This article is certainly thought provoking along the lines of the CEC model itself, which seeks to be a broad frame for spiritual care research in the palliative context. It is especially intriguing via the finding that its four process categories are not entirely of like kind, as two not only required re-titling but seemed to work differently in application (i.e., pairing with other categories). This suggests to the present reader that more attention should be paid to the basic four-point conceptual structure of the model, with perhaps additional reconsideration of what "Exploration" and "Working Through" has been conceptualized to involve. However, over and above the insights on the CRC model, the authors here have provided a practical example of how even a very broad theory of spirituality can be the subject of research and a check and balance to the insightful yet subjective wisdom of experienced providers. While teasing out the validity of theoretical models is a slow and complex process, one avenue for research in chaplaincy can be to test the practicability of models --how very usable some paradigm or protocol might be in the clinical setting. Not too many years ago, broad models like the one examined here proceeded from the authority of their creators, but now the field of chaplaincy is little-by-little bringing a larger epistemology to bear, acknowledging that patients don't live in a world of theory and that chaplains must make the effort to see that theories of spiritual care are faithful to the real world of patients.

Note: See Related Items of Interest, §VI, below, regarding "card sorting."
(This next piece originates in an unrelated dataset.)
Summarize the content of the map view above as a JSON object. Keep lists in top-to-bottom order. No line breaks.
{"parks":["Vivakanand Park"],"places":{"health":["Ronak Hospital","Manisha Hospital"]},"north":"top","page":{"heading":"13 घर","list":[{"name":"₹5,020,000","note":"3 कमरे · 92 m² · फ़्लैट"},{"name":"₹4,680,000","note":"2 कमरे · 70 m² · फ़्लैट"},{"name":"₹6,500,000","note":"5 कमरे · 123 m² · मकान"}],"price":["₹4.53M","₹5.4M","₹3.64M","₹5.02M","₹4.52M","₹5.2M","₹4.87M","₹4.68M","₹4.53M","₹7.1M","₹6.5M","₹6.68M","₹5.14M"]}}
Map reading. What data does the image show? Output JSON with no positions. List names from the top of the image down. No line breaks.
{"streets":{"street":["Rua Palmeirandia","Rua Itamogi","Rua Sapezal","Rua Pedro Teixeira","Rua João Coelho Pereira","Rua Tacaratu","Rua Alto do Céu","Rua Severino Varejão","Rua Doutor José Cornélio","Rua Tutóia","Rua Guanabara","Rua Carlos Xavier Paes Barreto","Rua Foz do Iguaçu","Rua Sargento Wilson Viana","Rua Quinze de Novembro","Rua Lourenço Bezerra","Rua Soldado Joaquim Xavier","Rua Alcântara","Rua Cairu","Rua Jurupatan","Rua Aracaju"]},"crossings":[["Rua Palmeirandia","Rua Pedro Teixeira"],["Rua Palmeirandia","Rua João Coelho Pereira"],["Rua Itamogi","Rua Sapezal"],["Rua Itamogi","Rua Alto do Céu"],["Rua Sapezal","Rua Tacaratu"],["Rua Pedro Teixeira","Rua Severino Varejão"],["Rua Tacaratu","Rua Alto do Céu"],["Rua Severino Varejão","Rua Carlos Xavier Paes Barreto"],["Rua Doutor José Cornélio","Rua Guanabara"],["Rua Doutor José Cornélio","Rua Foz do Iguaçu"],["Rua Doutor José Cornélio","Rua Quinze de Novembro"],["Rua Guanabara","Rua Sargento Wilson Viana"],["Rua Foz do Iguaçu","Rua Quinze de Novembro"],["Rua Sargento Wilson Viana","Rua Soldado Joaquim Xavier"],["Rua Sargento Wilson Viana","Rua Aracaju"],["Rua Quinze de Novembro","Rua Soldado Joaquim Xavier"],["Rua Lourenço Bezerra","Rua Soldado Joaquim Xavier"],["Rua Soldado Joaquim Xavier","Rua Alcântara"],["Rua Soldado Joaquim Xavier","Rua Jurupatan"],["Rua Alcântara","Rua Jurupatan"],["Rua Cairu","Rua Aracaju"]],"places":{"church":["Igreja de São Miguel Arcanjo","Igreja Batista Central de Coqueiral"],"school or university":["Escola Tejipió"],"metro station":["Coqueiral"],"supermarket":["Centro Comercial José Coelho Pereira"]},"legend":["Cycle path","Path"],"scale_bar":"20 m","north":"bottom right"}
Suggestions for Use of the Article for Student Discussion: 

This month's article should be useful to any chaplaincy group, though some significant clinical experience in palliative and end-of-life care would seem optimal. It's a chance first to think broadly about conceptualizations that structure our understanding of patients and guide our practice. So, discussion could begin with the basic conceptualizations presented here: the definition of spirituality, the emphasis on "connectednesss," and the four process categories of the model. Like the participants in the study, the group could talk about how the proposed definition of spiritual resonates (or doesn't) and share vignettes that might clarify by example what the CRC model tries to encompass, looking especially at the table of Patient Experiences of the Sacred on MS p. 3. Do the process categories seem useful --some more than others? Do members of the group believe it feasible to pin down "fundamental and potentially generalizable spiritual processes of patients" [MS p. 5]? It is likely, however, that such discussion among chaplains could spin out quite expansively and call for some re-focusing on the article itself. What does the group think of the methodology? Would they have investigated the CRC model any differently? Does the approach (methodology) of the authors suggest means by which chaplains could examine other models in the field? Depending on how much the group has experience with research will obviously affect the course and content of the discussion, but chaplains newer to research would probably benefit from a careful look at the very rich first paragraph for an overview of how research has established important evidence around outcomes [--and in light that brief overview, students might want to look more in depth via Related Items of Interest, §IV, below].


Related Items of Interest:

I.  The CRC model was presented at the March 21-April 3, 2014 Caring for the Human Spirit conference in New York, NY. The various slide presentations from that event are available online, including "Workings of the Human Spirit in Palliative Care Situations: a Consensus Model," by Linda Emanuel, George Handzo, George Grant, Kevin Massey, Angelika Zollfrank, Diana Wilke, Walter Smith, and Kenneth Pargament.


II.  The following article formally presented in publication the CRC model in 2015.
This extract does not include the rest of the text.